Stripping it all down, a few hours with emery cloth and wet & dry paper reveals stanchions that are in good shape, under the rust. I haven’t checked them for straightness yet, but the sliders seem to move smoothly and without much play. The lovely gloss black prevents the chrome oil seal holders, and the front wheel spindle from fitting though. the adapters at the top have seen the attention of a bad attitude with a hammer - two mangled threads that will go straight in the bin. Five minutes with the blow lamp & Stilsons sorted them out.


With parts from Drags, we can assemble the steering damper and the yokes – the 3/8” CEI taps have seen some action this weekend!

Top adapters are back in, bolts & washer cleaned up (rechrome in Phase 2), new clamp bolts, new seals, no new bearings though.

I am going to refresh the races with new balls for the moment, and in Phase 2 I will change them for taper rollers. I don't want to do that now in case I trash them preparing for powder coating the frame.

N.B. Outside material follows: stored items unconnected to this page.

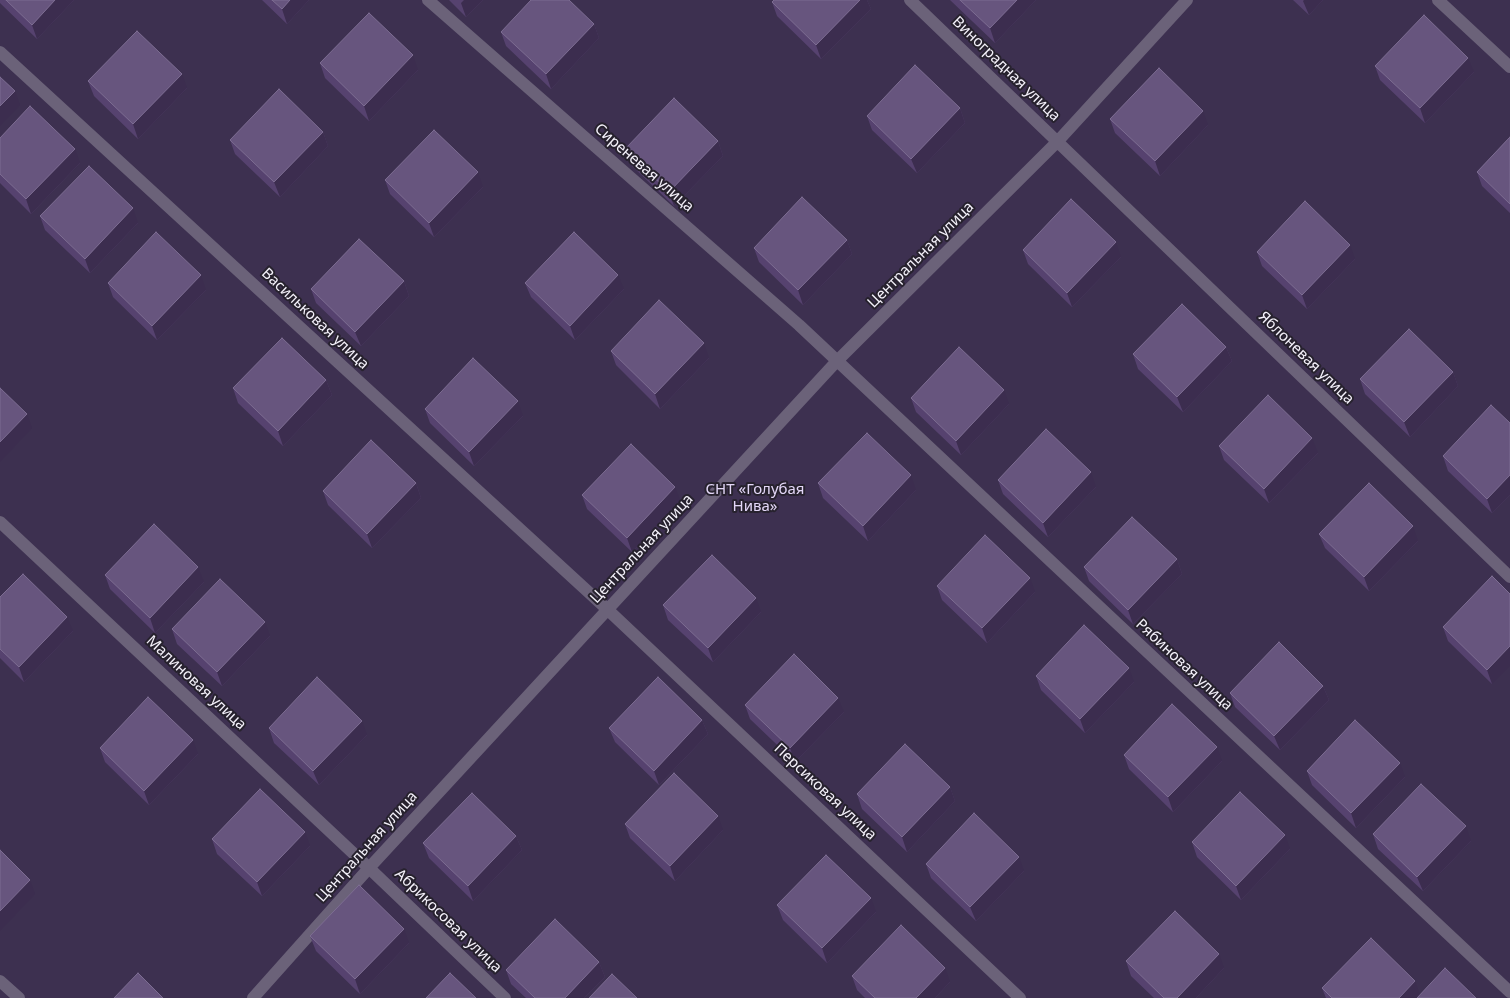 <!DOCTYPE html>
<meta charset="utf-8">
<style>
body{margin:0}
canvas{display:block;background:#27222e}
</style>
<canvas width="1510" height="998"></canvas>
<script>
const ctx = document.querySelector('canvas').getContext('2d');
ctx.lineJoin = 'round';
function paint(path, color) { ctx.fillStyle = color; ctx.fill(path, 'evenodd'); }
const toPath = rows => new Path2D(rows.map(r => 'M' + r).join(''));
function strokePath(path, color, width, dash) { ctx.strokeStyle = color; ctx.lineWidth = width; ctx.lineCap = dash ? 'butt' : 'round'; ctx.setLineDash(dash || []); ctx.stroke(path); }
function label(font, color, halo, rows, align = 'center') {
  ctx.font = font + ' "Noto Sans",sans-serif'; ctx.lineWidth = 4; ctx.setLineDash([]); ctx.textBaseline = 'middle'; ctx.strokeStyle = halo; ctx.fillStyle = color; for (const [text, x, y, turn = 0] of rows) {
    ctx.save(); ctx.translate(x, y); ctx.rotate((+turn || 0) * Math.PI / 180); ctx.textAlign = isNaN(turn) ? turn : align; if (halo) ctx.strokeText(text, 0, 0); ctx.fillText(text, 0, 0); ctx.restore();
  }
}
paint(toPath([
 [0,0,1510,0,1510,998,0,998]
]), '#3d3050');
strokePath(toPath([
 [428,0,799,325,1510,992],
 [910,0,1510,577],
 [1438,0,1510,67],
 [0,52,608,610,1020,998],
 [0,522,369,868,505,998],
 [0,981,19,998],
 [253,998,369,868,836,362,1058,141,1187,0]
]), '#6b6279', 12);
paint(toPath([
 [0,0,74,0,37,39,0,3],
 [262,0,309,0,287,24],
 [449,0,483,0,466,17],
 [774,0,867,0,871,9,821,59,777,16,772,2],
 [950,0,1036,0,995,43],
 [1293,0,1323,0,1309,15],
 [594,24,599,38,551,89,506,46,501,32],
 [320,63,418,70,369,121,325,78],
 [1375,66,1474,72,1425,123,1380,80],
 [88,81,187,88,138,139,94,96],
 [960,108,965,123,917,173,872,130,867,116],
 [1110,119,1208,125,1160,176,1115,133],
 [323,132,328,146,280,197,235,154,230,140],
 [1510,137,1510,213,1482,186,1477,172],
 [0,138,80,163,31,214,0,183],
 [718,141,723,156,674,206,630,164,625,149],
 [385,180,483,187,434,237,390,194],
 [40,216,138,223,90,273,45,230],
 [847,240,852,254,803,305,759,262,754,248],
 [1023,250,1121,257,1072,307,1028,264],
 [1257,252,1355,259,1307,309,1262,266],
 [404,281,409,296,361,346,316,303,311,289],
 [108,283,206,290,157,340,113,297],
 [525,283,624,289,575,340,531,297],
 [1226,347,1232,361,1183,412,1138,369,1133,354],
 [611,351,709,358,660,409,616,365],
 [1453,372,1458,386,1410,437,1365,394,1360,379],
 [326,380,332,395,283,446,238,403,233,388],
 [911,398,1009,404,961,455,916,412],
 [425,409,523,416,474,466,430,423],
 [1510,423,1510,495,1492,513,1448,471,1443,456],
 [1219,446,1318,453,1269,503,1224,460],
 [998,480,1096,487,1048,537,1003,494],
 [416,483,421,498,372,548,328,505,323,491],
 [818,483,916,490,868,541,823,498],
 [582,495,681,502,632,552,587,509],
 [1319,534,1418,541,1369,591,1325,548],
 [1177,559,1182,574,1133,624,1089,581,1084,567],
 [105,575,204,582,155,633,110,589],
 [937,586,1035,592,987,643,942,600],
 [1510,594,1492,684,1448,641,1443,627],
 [0,597,73,631,24,682,0,658],
 [663,605,761,612,713,662,668,620],
 [172,629,270,636,222,686,177,644],
 [1036,676,1134,682,1085,733,1041,690],
 [1323,686,1329,700,1280,750,1235,707,1230,693],
 [745,705,844,712,795,762,750,719],
 [702,720,708,734,659,785,615,742,609,728],
 [269,728,367,735,319,785,274,743],
 [100,748,198,754,149,805,105,762],
 [1124,755,1222,761,1173,812,1129,769],
 [1307,771,1405,777,1356,828,1312,785],
 [950,787,955,801,907,852,862,809,857,794],
 [625,824,723,830,675,881,630,838],
 [1373,834,1471,841,1423,891,1378,849],
 [516,836,522,850,473,901,429,858,423,843],
 [212,839,310,846,262,896,217,854],
 [1192,842,1290,849,1241,900,1197,857],
 [926,864,1024,871,976,921,931,878],
 [777,905,876,912,827,963,783,920],
 [310,936,409,943,360,994,316,951],
 [1126,961,1224,968,1196,998,1154,998,1131,976],
 [599,962,605,977,584,998,526,998,511,984,506,970],
 [852,976,950,982,935,998,865,998,857,990],
 [1322,988,1420,995,1476,998,1326,998]
]), '#56426f');
paint(toPath([
 [55,0,74,0,37,39,32,25],
 [290,0,309,0,287,24,282,9],
 [464,0,483,0,466,17,461,3],
 [860,0,867,0,871,9,821,59,816,45],
 [1017,0,1036,0,995,43,990,28],
 [1304,0,1323,0,1309,15,1303,1],
 [594,24,599,38,551,89,546,74],
 [413,55,418,70,369,121,364,106],
 [1468,58,1474,72,1425,123,1420,108],
 [182,74,187,88,138,139,133,124],
 [15,91,20,105,0,126,0,106],
 [960,108,965,123,917,173,911,159],
 [1203,111,1208,125,1160,176,1155,161],
 [323,132,328,146,280,197,274,182],
 [718,141,723,156,674,206,669,192],
 [75,149,80,163,31,214,26,199],
 [478,172,483,187,434,237,429,223],
 [133,208,138,223,90,273,85,259],
 [847,240,852,254,803,305,798,290],
 [1116,242,1121,257,1072,307,1067,293],
 [1350,245,1355,259,1307,309,1302,295],
 [201,275,206,290,157,340,152,326],
 [618,275,624,289,575,340,570,326],
 [404,281,409,296,361,346,355,332],
 [704,343,709,358,660,409,655,394],
 [1226,347,1232,361,1183,412,1177,397],
 [1453,372,1458,386,1410,437,1404,422],
 [326,380,332,395,283,446,278,431],
 [1004,390,1009,404,961,455,956,441],
 [518,401,523,416,474,466,469,452],
 [27,414,32,428,0,462,0,442],
 [1312,438,1318,453,1269,503,1264,489],
 [1091,472,1096,487,1048,537,1043,523],
 [911,475,916,490,868,541,863,526],
 [1510,475,1510,495,1492,513,1487,499],
 [416,483,421,498,372,548,367,534],
 [675,487,681,502,632,552,627,538],
 [1413,526,1418,541,1369,591,1364,577],
 [1177,559,1182,574,1133,624,1128,610],
 [198,567,204,582,155,633,150,618],
 [1030,578,1035,592,987,643,982,628],
 [756,598,761,612,713,662,708,648],
 [67,617,73,631,24,682,19,667],
 [265,622,270,636,222,686,217,672],
 [1510,646,1510,666,1492,684,1487,670],
 [1129,668,1134,682,1085,733,1080,719],
 [1323,686,1329,700,1280,750,1274,736],
 [838,698,844,712,795,762,790,748],
 [702,720,708,734,659,785,654,771],
 [362,721,367,735,319,785,313,771],
 [193,740,198,754,149,805,144,791],
 [1217,747,1222,761,1173,812,1168,797],
 [1400,763,1405,777,1356,828,1351,813],
 [950,787,955,801,907,852,902,837],
 [718,816,723,830,675,881,670,866],
 [1466,826,1471,841,1423,891,1417,877],
 [305,832,310,846,262,896,257,882],
 [1285,835,1290,849,1241,900,1236,886],
 [516,836,522,850,473,901,468,886],
 [1019,857,1024,871,976,921,970,907],
 [30,880,35,894,0,931,0,911],
 [871,898,876,912,827,963,822,948],
 [404,929,409,943,360,994,355,979],
 [1219,954,1224,968,1196,998,1177,998],
 [599,962,605,977,584,998,565,998],
 [945,968,950,982,935,998,916,998],
 [1415,981,1420,995,1418,998,1399,998]
]), '#3c2d4f');
const building = toPath([
 [6,0,55,0,32,25,6,0],
 [272,0,290,0,282,9,272,0],
 [531,0,569,0,594,24,546,74,501,32,531,0],
 [774,0,860,0,816,45,772,2,774,0],
 [960,0,1017,0,990,28,960,0],
 [369,13,413,55,364,106,320,63,369,13],
 [1424,15,1468,58,1420,108,1375,66,1424,15],
 [137,31,182,74,133,124,88,81,137,31],
 [915,65,960,108,911,159,867,116,915,65],
 [1159,68,1203,111,1155,161,1110,119,1159,68],
 [0,77,15,91,0,106,0,77],
 [279,89,323,132,274,182,230,140,279,89],
 [674,98,718,141,669,192,625,149,674,98],
 [30,106,75,149,26,199,0,174,0,138,30,106],
 [434,130,478,172,429,223,385,180,434,130],
 [1510,137,1510,204,1477,172,1510,137],
 [89,166,133,208,85,259,40,216,89,166],
 [802,197,847,240,798,290,754,248,802,197],
 [1071,199,1116,242,1067,293,1023,250,1071,199],
 [1305,201,1350,245,1302,295,1257,252,1305,201],
 [156,232,201,275,152,326,108,283,156,232],
 [574,232,618,275,570,326,525,283,574,232],
 [359,239,404,281,355,332,311,289,359,239],
 [659,300,704,343,655,394,611,351,659,300],
 [1182,304,1226,347,1177,397,1133,354,1182,304],
 [1409,329,1453,372,1404,422,1360,379,1409,329],
 [282,338,326,380,278,431,233,388,282,338],
 [959,347,1004,390,956,441,911,398,959,347],
 [473,358,518,401,469,452,425,409,473,358],
 [0,388,27,414,0,442,0,388],
 [1268,395,1312,438,1264,489,1219,446,1268,395],
 [1491,405,1510,423,1510,475,1487,499,1443,456,1491,405],
 [1046,429,1091,472,1043,523,998,480,1046,429],
 [867,433,911,475,863,526,818,483,867,433],
 [371,440,416,483,367,534,323,491,371,440],
 [631,444,675,487,627,538,582,495,631,444],
 [1369,483,1413,526,1364,577,1319,534,1369,483],
 [1132,517,1177,559,1128,610,1084,567,1132,517],
 [154,524,198,567,150,618,105,575,154,524],
 [985,535,1030,578,982,628,937,586,985,535],
 [712,555,756,598,708,648,663,605,712,555],
 [23,574,67,617,19,667,0,649,0,597,23,574],
 [1492,576,1510,594,1510,646,1487,670,1443,627,1492,576],
 [220,579,265,622,217,672,172,629,220,579],
 [1084,625,1129,668,1080,719,1036,676,1084,625],
 [1279,642,1323,686,1274,736,1230,693,1279,642],
 [794,654,838,698,790,748,745,705,794,654],
 [317,677,362,721,313,771,269,728,317,677],
 [658,677,702,720,654,771,609,728,658,677],
 [148,697,193,740,144,791,100,748,148,697],
 [1172,704,1217,747,1168,797,1124,755,1172,704],
 [1355,720,1400,763,1351,813,1307,771,1355,720],
 [905,744,950,787,902,837,857,794,905,744],
 [674,773,718,816,670,866,625,824,674,773],
 [1421,784,1466,826,1417,877,1373,834,1421,784],
 [260,789,305,832,257,882,212,839,260,789],
 [1240,792,1285,835,1236,886,1192,842,1240,792],
 [472,793,516,836,468,886,423,843,472,793],
 [974,813,1019,857,970,907,926,864,974,813],
 [0,850,30,880,0,911,0,850],
 [826,855,871,898,822,948,777,905,826,855],
 [359,885,404,929,355,979,310,936,359,885],
 [1175,911,1219,954,1177,998,1164,998,1126,961,1175,911],
 [555,919,599,962,565,998,535,998,506,970,555,919],
 [901,925,945,968,916,998,875,998,852,976,901,925],
 [1371,938,1415,981,1399,998,1332,998,1322,988,1371,938],
 [1445,968,1476,998,1417,998,1445,968],
 [138,973,163,998,114,998,138,973],
 [450,973,476,998,426,998,450,973],
 [612,974,637,998,589,998,612,974]
]);
paint(building, '#67557e');
strokePath(building, '#7d6d92', 1);
label('15px', '#f4f1fa', '#27222e', [
 ["Виноградная улица",1006,69,44],
 ["Сиреневая улица",644,168,41],
 ["Центральная улица",921,255,-45],
 ["Васильковая улица",315,319,43],
 ["Яблоневая улица",1306,358,44],
 ["Центральная улица",642,549,-47],
 ["Рябиновая улица",1184,665,43],
 ["Малиновая улица",196,683,43],
 ["Персиковая улица",825,792,43],
 ["Центральная улица",367,847,-48],
 ["Абрикосовая улица",448,921,44]
]);
label('15px', '#e3d7f7', '#27222e', [
 ["СНТ «Голубая",755,490],
 ["Нива»",755,507]
]);
</script>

So, next jobs – we have some of the steering damper parts – some are on back order. We need to clean the paint out of the slider threads and spindle holes, and we need to repair the hole in the top shroud. Then we can put each leg together, and look at the springs, and pull them into the bottom yoke. I need to finish trial fitting the top yoke.
I’ll also need to make or buy the tools for pulling it all together!

Monday, 27 February 2012

Frank's Linked!

So, time to start assembling. This shows the rebound springs, the sliders, their posts & pins in position on both sides with the chrome shrouds slid into the frame. Above these are the main springs with their caps, ready to be pulled in.

Missing from this first picture are the stand brackets which have to fit on the end of the springs, the horseshoes and the links.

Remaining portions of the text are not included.